- Saved entries:
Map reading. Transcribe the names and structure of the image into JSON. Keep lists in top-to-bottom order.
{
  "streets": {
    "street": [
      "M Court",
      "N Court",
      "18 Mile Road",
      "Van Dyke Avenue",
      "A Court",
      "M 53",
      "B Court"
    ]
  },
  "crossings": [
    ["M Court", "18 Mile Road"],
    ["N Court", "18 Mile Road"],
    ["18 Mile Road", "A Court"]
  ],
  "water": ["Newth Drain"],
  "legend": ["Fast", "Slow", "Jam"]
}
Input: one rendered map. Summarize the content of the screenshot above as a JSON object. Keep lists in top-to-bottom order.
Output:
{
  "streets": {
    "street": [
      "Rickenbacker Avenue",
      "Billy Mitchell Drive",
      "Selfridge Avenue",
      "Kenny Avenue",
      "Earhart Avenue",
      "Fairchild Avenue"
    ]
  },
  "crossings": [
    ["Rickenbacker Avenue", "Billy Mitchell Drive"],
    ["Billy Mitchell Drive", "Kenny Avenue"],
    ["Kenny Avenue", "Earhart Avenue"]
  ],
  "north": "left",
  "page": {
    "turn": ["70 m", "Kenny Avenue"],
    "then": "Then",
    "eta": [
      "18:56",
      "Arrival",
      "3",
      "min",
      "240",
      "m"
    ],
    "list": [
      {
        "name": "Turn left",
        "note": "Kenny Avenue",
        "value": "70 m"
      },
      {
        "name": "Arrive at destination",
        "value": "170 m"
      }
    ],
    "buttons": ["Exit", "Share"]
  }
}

- YOUR OBJECTIVE: Repeat exactly the lines from the first line of the records above through the line containing "Input: one rendered", both included, and nothing else.

- ANSWER SECTION:
Map reading. Transcribe the names and structure of the image into JSON. Keep lists in top-to-bottom order.
{
  "streets": {
    "street": [
      "M Court",
      "N Court",
      "18 Mile Road",
      "Van Dyke Avenue",
      "A Court",
      "M 53",
      "B Court"
    ]
  },
  "crossings": [
    ["M Court", "18 Mile Road"],
    ["N Court", "18 Mile Road"],
    ["18 Mile Road", "A Court"]
  ],
  "water": ["Newth Drain"],
  "legend": ["Fast", "Slow", "Jam"]
}
Input: one rendered map. Summarize the content of the screenshot above as a JSON object. Keep lists in top-to-bottom order.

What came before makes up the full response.